**YOUR INSTRUCTIONS**
Present the following data again exactly as it is shown.

Stored data:

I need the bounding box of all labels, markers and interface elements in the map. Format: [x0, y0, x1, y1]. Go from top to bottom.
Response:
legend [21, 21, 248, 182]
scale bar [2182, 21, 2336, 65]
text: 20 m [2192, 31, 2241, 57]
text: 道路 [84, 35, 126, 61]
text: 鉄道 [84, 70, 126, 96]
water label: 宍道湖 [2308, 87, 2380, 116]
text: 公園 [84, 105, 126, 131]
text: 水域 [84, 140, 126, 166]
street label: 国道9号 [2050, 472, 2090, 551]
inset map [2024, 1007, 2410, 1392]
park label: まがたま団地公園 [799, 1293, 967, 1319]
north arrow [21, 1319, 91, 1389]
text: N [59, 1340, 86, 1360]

**TASK SOLUTION**
I need the bounding box of all labels, markers and interface elements in the map. Format: [x0, y0, x1, y1]. Go from top to bottom.
Response:
legend [21, 21, 248, 182]
scale bar [2182, 21, 2336, 65]
text: 20 m [2192, 31, 2241, 57]
text: 道路 [84, 35, 126, 61]
text: 鉄道 [84, 70, 126, 96]
water label: 宍道湖 [2308, 87, 2380, 116]
text: 公園 [84, 105, 126, 131]
text: 水域 [84, 140, 126, 166]
street label: 国道9号 [2050, 472, 2090, 551]
inset map [2024, 1007, 2410, 1392]
park label: まがたま団地公園 [799, 1293, 967, 1319]
north arrow [21, 1319, 91, 1389]
text: N [59, 1340, 86, 1360]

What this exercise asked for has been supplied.